#### DATASET RECORDS:
####################

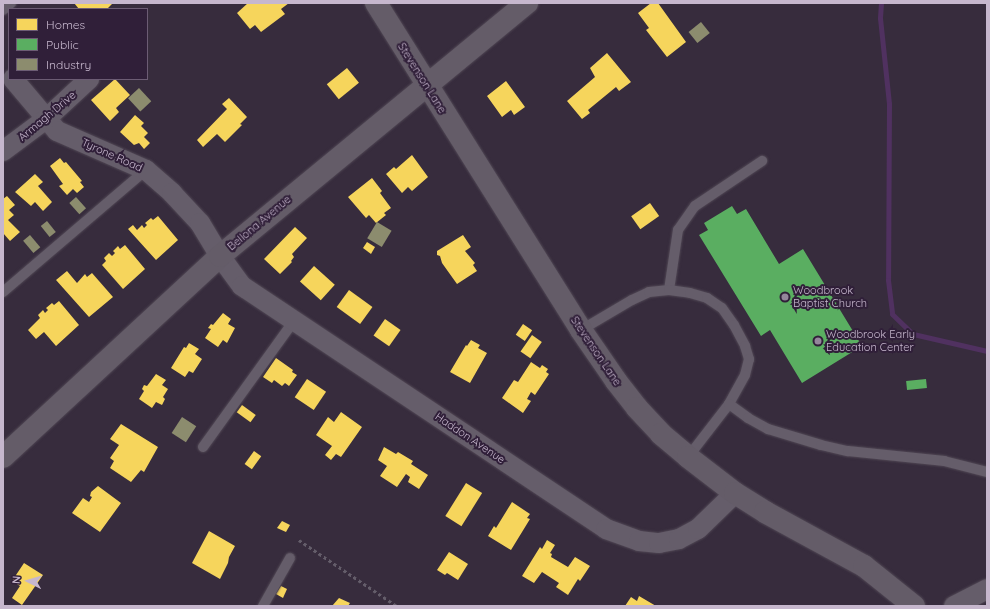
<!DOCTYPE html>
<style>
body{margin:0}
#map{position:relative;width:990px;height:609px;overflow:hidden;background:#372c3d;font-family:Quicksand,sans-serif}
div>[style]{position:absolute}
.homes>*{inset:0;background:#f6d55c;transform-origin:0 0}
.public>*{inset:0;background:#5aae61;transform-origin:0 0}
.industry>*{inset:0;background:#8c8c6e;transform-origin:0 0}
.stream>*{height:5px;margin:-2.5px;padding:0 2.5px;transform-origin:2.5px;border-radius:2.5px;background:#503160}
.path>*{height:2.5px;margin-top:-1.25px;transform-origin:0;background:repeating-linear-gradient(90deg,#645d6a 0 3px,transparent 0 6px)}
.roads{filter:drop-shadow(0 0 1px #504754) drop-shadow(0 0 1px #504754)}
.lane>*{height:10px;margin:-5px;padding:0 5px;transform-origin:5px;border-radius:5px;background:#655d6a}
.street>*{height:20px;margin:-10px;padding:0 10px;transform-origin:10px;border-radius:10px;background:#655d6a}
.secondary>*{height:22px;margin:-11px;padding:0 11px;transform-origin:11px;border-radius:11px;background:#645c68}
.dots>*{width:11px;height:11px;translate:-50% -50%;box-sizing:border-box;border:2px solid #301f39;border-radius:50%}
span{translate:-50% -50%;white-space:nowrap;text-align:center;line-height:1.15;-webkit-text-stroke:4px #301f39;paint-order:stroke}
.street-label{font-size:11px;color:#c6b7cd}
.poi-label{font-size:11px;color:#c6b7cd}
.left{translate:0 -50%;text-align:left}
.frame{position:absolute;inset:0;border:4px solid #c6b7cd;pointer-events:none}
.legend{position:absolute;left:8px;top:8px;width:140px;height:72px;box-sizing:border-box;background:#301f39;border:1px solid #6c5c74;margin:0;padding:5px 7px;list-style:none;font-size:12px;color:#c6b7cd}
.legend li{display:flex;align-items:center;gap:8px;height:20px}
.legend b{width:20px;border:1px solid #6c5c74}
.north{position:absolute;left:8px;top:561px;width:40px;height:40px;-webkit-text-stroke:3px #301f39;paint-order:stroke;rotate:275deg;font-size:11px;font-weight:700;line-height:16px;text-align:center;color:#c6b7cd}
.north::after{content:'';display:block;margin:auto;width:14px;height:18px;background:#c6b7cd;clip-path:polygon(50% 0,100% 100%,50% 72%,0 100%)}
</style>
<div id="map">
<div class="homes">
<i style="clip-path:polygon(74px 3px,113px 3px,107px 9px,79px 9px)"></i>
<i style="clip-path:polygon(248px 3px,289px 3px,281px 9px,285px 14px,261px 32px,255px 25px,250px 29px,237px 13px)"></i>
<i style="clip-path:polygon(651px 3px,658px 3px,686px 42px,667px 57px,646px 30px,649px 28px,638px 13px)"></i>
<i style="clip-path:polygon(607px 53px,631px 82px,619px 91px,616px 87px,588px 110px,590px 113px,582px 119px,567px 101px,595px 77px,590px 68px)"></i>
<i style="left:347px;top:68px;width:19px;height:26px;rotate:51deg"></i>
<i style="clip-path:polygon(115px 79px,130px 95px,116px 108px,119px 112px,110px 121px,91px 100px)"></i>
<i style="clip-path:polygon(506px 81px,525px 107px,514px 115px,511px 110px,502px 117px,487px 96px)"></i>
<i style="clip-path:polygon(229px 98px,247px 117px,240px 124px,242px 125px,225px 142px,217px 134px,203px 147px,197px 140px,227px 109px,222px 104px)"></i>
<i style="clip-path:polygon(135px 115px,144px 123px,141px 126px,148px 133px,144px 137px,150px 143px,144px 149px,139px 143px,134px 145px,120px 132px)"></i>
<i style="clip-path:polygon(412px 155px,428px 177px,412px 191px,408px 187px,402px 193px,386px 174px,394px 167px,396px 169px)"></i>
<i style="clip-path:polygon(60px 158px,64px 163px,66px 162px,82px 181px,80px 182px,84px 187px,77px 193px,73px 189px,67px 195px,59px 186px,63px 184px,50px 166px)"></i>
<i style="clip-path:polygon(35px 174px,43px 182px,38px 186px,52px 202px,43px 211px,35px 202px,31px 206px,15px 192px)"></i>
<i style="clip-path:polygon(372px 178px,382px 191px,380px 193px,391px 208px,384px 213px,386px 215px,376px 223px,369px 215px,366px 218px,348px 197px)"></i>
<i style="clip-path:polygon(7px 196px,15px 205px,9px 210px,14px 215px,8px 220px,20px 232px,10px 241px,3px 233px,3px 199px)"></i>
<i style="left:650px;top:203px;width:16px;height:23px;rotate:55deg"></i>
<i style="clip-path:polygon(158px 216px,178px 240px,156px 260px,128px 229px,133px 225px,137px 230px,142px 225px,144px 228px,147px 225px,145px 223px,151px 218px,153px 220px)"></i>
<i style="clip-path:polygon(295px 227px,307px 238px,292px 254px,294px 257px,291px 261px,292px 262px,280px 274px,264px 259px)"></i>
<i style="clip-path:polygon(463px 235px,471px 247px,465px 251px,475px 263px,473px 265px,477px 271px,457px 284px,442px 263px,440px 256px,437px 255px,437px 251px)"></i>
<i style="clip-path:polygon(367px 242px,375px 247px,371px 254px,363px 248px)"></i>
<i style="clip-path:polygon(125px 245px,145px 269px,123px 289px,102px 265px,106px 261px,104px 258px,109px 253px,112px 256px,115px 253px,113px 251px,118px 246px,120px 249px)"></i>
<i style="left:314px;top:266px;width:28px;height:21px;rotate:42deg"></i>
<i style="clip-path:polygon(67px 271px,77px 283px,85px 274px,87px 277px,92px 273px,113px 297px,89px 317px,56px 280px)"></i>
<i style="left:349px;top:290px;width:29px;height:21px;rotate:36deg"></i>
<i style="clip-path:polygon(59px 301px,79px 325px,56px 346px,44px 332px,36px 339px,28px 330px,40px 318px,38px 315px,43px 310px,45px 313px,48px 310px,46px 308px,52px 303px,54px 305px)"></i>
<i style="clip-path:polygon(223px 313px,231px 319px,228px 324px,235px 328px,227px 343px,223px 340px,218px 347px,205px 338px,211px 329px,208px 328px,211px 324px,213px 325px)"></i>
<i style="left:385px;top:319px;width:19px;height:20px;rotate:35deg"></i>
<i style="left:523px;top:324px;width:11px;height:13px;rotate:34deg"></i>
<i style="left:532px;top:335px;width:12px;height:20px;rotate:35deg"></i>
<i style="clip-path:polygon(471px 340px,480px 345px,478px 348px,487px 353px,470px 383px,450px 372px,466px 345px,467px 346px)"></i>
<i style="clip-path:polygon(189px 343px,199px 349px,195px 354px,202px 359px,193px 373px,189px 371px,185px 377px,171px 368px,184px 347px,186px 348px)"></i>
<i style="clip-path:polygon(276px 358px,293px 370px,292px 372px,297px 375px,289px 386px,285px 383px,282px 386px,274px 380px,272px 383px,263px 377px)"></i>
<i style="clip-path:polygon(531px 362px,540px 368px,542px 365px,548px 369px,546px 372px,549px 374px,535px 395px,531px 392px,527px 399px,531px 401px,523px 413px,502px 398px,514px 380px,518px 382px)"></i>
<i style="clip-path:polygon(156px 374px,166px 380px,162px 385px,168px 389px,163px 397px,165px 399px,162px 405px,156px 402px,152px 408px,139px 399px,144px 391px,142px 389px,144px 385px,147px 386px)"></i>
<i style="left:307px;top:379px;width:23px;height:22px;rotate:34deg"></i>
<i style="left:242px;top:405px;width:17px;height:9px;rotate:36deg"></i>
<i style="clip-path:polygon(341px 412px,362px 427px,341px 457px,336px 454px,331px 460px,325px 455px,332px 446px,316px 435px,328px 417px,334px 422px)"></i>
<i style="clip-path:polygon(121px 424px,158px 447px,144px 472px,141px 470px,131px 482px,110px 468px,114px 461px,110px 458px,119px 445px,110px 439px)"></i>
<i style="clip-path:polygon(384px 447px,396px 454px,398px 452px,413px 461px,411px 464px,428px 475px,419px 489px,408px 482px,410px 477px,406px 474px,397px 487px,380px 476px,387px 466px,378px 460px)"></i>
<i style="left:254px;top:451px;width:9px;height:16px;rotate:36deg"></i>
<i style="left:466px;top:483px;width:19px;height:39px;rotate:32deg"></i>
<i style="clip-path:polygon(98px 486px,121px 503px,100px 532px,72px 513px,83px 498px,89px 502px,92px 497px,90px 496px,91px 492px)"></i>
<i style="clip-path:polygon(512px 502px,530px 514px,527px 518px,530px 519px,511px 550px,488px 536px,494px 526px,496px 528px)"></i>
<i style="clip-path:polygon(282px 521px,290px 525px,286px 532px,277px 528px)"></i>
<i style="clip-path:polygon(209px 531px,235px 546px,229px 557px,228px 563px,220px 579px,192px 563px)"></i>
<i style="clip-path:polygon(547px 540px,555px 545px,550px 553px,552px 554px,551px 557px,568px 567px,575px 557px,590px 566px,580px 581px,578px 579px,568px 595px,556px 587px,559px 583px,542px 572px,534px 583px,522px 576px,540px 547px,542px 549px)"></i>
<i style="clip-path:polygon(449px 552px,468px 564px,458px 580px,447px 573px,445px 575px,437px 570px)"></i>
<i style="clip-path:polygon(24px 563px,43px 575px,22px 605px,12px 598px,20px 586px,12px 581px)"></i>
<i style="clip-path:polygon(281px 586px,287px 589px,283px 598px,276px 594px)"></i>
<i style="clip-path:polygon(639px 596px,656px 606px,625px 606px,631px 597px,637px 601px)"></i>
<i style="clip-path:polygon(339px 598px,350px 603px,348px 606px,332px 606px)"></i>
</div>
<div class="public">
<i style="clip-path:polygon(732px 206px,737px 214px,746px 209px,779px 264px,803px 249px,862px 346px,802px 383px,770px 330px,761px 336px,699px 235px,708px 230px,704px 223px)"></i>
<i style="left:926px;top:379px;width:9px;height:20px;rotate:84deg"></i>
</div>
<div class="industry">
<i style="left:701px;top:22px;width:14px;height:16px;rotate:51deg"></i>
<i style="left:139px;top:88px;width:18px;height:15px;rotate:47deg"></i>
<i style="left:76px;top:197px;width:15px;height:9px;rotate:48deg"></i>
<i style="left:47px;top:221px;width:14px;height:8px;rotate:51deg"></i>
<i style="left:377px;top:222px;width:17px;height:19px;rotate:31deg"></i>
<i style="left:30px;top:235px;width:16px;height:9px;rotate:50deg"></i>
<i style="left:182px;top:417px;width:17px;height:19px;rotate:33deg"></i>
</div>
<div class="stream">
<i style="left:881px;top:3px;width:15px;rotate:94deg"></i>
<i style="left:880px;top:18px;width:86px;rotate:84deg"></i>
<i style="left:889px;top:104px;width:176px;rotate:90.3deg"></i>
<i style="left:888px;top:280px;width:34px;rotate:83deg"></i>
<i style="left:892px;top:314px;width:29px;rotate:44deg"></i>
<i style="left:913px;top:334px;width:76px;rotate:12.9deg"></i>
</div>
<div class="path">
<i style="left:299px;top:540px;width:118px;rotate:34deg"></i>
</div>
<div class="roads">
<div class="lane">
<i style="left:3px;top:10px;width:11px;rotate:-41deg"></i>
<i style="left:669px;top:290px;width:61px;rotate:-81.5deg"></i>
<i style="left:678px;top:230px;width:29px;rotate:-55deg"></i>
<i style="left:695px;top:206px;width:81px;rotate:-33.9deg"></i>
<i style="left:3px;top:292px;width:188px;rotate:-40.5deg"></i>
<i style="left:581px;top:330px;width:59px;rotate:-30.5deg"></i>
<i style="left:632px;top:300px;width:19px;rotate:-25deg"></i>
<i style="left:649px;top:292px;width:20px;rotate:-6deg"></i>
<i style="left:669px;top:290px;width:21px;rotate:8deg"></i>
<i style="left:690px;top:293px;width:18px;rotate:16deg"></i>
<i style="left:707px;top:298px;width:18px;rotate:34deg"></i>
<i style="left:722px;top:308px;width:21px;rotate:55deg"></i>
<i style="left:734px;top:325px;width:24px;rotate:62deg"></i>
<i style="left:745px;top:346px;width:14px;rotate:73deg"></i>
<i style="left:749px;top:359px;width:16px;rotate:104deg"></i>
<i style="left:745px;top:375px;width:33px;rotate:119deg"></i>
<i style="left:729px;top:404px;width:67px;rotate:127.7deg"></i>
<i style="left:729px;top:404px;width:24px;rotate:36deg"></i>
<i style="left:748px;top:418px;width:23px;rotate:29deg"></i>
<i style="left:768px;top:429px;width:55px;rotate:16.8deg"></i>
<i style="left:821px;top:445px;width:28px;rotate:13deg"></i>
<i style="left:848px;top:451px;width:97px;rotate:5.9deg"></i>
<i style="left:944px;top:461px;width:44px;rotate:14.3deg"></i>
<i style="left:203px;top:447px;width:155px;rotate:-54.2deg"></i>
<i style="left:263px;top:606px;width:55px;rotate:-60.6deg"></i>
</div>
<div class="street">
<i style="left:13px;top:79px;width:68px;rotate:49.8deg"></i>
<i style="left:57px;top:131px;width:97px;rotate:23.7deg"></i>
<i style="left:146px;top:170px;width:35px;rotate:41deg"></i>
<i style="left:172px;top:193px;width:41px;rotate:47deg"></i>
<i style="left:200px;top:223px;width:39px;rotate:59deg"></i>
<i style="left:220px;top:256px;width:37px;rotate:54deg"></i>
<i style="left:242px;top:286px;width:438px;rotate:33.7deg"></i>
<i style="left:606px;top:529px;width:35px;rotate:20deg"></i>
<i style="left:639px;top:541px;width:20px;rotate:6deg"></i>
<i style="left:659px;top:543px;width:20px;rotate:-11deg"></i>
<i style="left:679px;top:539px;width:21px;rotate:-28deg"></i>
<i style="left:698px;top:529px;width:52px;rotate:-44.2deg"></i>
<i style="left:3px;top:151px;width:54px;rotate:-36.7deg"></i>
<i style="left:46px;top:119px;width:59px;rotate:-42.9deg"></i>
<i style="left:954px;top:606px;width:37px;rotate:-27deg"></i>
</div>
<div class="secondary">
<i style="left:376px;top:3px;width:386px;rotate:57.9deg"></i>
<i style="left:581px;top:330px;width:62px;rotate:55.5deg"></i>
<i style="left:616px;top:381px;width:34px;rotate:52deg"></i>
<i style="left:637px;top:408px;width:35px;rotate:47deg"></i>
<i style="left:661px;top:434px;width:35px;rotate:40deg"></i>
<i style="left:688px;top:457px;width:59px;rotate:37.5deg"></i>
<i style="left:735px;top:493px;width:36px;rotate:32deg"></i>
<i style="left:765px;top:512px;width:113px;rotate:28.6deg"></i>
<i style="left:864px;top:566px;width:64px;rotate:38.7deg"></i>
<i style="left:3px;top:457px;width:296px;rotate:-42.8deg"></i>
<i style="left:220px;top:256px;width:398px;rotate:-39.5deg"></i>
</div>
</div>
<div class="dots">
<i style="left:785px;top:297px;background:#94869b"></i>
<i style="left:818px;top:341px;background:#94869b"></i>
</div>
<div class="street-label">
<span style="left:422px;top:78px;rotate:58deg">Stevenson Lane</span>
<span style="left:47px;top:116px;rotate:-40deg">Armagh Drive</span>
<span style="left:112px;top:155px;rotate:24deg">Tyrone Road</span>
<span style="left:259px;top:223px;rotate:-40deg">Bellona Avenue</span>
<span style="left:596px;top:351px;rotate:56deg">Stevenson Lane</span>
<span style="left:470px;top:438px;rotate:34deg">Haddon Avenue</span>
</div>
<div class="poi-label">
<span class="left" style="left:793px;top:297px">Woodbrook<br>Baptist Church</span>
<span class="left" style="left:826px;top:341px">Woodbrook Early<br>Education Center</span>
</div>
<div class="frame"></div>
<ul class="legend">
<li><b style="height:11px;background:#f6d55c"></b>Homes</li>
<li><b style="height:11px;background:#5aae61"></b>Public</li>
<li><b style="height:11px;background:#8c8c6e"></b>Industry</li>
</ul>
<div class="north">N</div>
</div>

####################

#### ABOUT THIS EXERCISE:
What you return should be exactly the lines above, starting at the one with "0 3px,transparent 0" and ending at the one with "1px #504754) drop-shadow(0", and nothing else.

#### REPLY TO THE EXERCISE:
.path>*{height:2.5px;margin-top:-1.25px;transform-origin:0;background:repeating-linear-gradient(90deg,#645d6a 0 3px,transparent 0 6px)}
.roads{filter:drop-shadow(0 0 1px #504754) drop-shadow(0 0 1px #504754)}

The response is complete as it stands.